====== DATA TO EXAMINE ======
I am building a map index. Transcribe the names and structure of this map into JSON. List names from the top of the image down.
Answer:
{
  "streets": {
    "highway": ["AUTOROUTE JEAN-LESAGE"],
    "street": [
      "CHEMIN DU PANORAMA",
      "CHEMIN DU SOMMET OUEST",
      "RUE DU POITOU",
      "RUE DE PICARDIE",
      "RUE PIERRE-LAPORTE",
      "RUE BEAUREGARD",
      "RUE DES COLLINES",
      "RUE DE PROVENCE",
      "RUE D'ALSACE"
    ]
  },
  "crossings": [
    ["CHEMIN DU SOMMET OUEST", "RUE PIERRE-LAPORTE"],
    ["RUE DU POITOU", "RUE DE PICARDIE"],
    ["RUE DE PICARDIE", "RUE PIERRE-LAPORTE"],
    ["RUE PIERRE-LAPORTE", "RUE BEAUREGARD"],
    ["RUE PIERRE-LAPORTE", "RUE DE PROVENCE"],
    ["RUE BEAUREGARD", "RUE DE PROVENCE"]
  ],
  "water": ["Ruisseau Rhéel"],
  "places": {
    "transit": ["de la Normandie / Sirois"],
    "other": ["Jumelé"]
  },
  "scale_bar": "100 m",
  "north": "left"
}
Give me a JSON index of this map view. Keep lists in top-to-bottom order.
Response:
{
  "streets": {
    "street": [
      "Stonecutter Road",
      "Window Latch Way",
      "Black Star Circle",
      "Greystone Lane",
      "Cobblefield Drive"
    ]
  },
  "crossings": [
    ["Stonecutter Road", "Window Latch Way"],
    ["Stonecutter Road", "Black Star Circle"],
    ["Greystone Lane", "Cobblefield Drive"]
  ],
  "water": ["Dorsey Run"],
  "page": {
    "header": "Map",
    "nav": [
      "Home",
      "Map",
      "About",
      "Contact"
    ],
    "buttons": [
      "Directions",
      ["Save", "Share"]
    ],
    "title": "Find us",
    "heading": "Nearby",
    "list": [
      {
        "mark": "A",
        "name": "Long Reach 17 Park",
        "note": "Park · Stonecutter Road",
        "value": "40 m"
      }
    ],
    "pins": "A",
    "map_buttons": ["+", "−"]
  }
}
======
WORK REQUEST —
Check every line of the entries above, and copy those that carry the string "Drive".

RESULT FOR THIS TASK —
      "Cobblefield Drive"
    ["Greystone Lane", "Cobblefield Drive"]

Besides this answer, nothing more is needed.